**DATA TO EXAMINE**

# # # # #

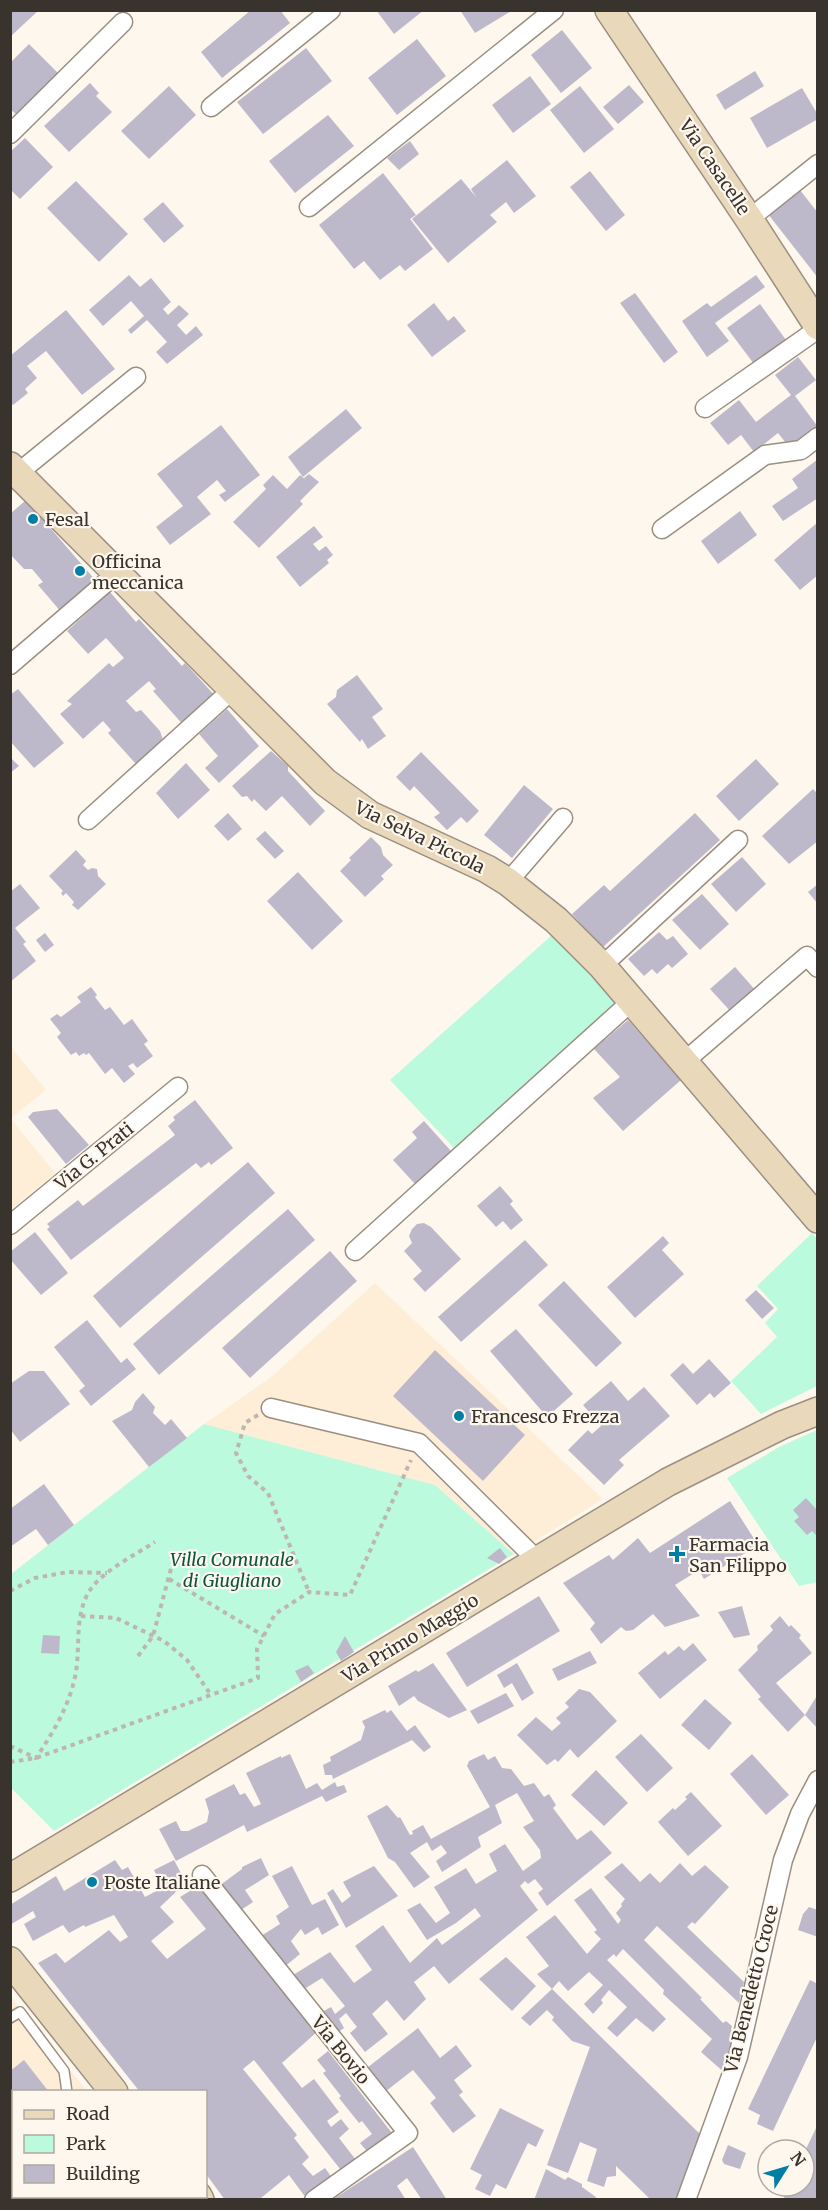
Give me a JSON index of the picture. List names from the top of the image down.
{
  "streets": {
    "street": [
      "Via Casacelle",
      "Via Selva Piccola",
      "Via G. Prati",
      "Via Primo Maggio",
      "Via Benedetto Croce",
      "Via Bovio"
    ]
  },
  "parks": ["Villa Comunale di Giugliano"],
  "places": {
    "other": [
      "Fesal",
      "Officina meccanica",
      "Francesco Frezza",
      "Poste Italiane"
    ],
    "health": ["Farmacia San Filippo"]
  },
  "legend": ["Road", "Park", "Building"],
  "north": "top right"
}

# # # # #

Copy every line above word for word and exclude the pictures.

**EXERCISE ANSWER**
Give me a JSON index of the picture. List names from the top of the image down.
{
  "streets": {
    "street": [
      "Via Casacelle",
      "Via Selva Piccola",
      "Via G. Prati",
      "Via Primo Maggio",
      "Via Benedetto Croce",
      "Via Bovio"
    ]
  },
  "parks": ["Villa Comunale di Giugliano"],
  "places": {
    "other": [
      "Fesal",
      "Officina meccanica",
      "Francesco Frezza",
      "Poste Italiane"
    ],
    "health": ["Farmacia San Filippo"]
  },
  "legend": ["Road", "Park", "Building"],
  "north": "top right"
}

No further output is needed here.